Résumé de la décision
M. B... a contesté une note de service du 21 avril 2017 l'interdisant d'accès aux services et greffes du tribunal de première instance de Papeete, à la suite de perturbations qu'il aurait causées. Le tribunal administratif de la Polynésie française a rejeté sa demande d'annulation de cette décision par un jugement du 17 octobre 2017. En appel, M. B... conteste à la fois la décision du tribunal et la compétence des autorités ayant pris la décision de l’interdire d'accès. La Cour administrative d'appel a confirmé le rejet de sa requête, concluant que la réponse du tribunal était fondée et conforme aux lois applicables.
Arguments pertinents
1. Compétence des chefs de service : La décision d'interdire l'accès aux locaux judiciaires est considérée comme relevant des prérogatives des chefs de service, qui peuvent réguler l'accès afin de garantir le bon fonctionnement de l'administration.
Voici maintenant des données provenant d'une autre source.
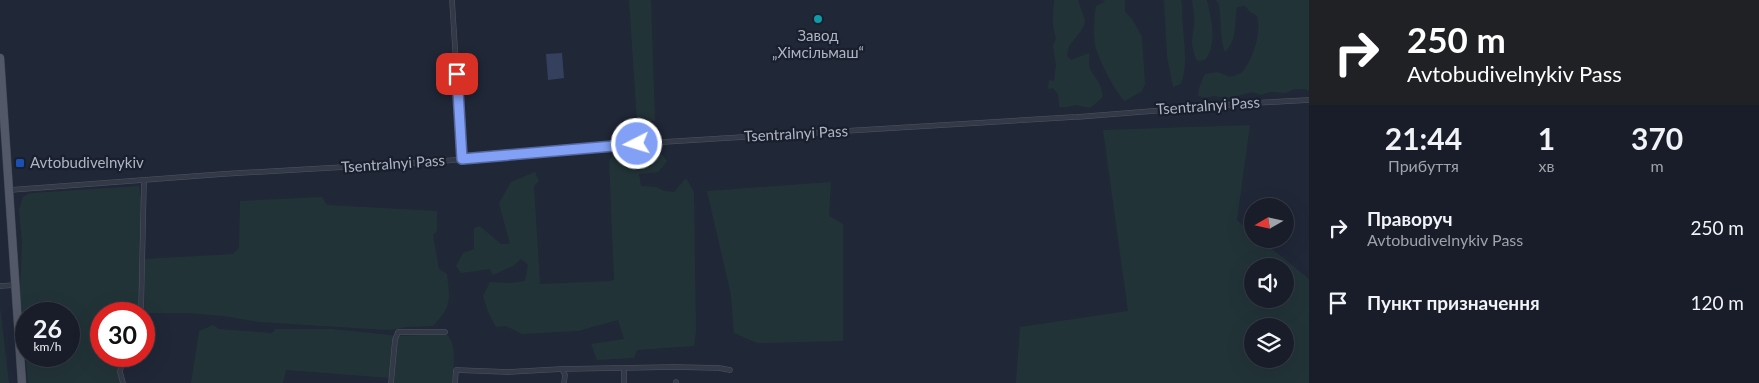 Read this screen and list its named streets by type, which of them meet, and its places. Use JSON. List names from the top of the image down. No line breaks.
{"streets":{"street":["Tsentralnyi Pass"]},"places":{"other":["Завод „Хімсільмаш“"],"transit":["Avtobudivelnykiv"]},"north":"left","page":{"turn":["250 m","Avtobudivelnykiv Pass"],"eta":["21:44","Прибуття","1","хв","370","m"],"list":[{"name":"Праворуч","note":"Avtobudivelnykiv Pass","value":"250 m"},{"name":"Пункт призначення","value":"120 m"}],"speed":"26 km/h","limit":"30"}}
La Cour a souligné que cette compétence est reconnue dans le cadre des missions de gestion des ressources humaines et de sécurité au sein de l'administration.
> "il leur appartient de prendre les mesures nécessaires au bon fonctionnement de l'administration placée sous leur autorité"
2. Caractère réglementaire de la note de service : La Cour a jugé que la note de service contestant l'accès à M. B... revêtait un caractère réglementaire, ce qui implique qu'elle ne nécessite pas de motivation au sens des exigences imposées par la loi sur la motivation des actes administratifs.
> "la note de service contestée présente, alors même qu'elle vise une personne nommément désignée, un caractère réglementaire et ne constitue pas une décision individuelle défavorable devant être motivée"
3. Absence de faits inexacts : M. B... n'a pas prouvé que les faits qui ont conduit à l'interdiction de son accès sont inexacts ou que la décision était infondée, renforçant ainsi la légitimité de son exclusion.
> "il ne ressort pas des pièces du dossier que la décision litigieuse serait fondée sur des faits inexacts"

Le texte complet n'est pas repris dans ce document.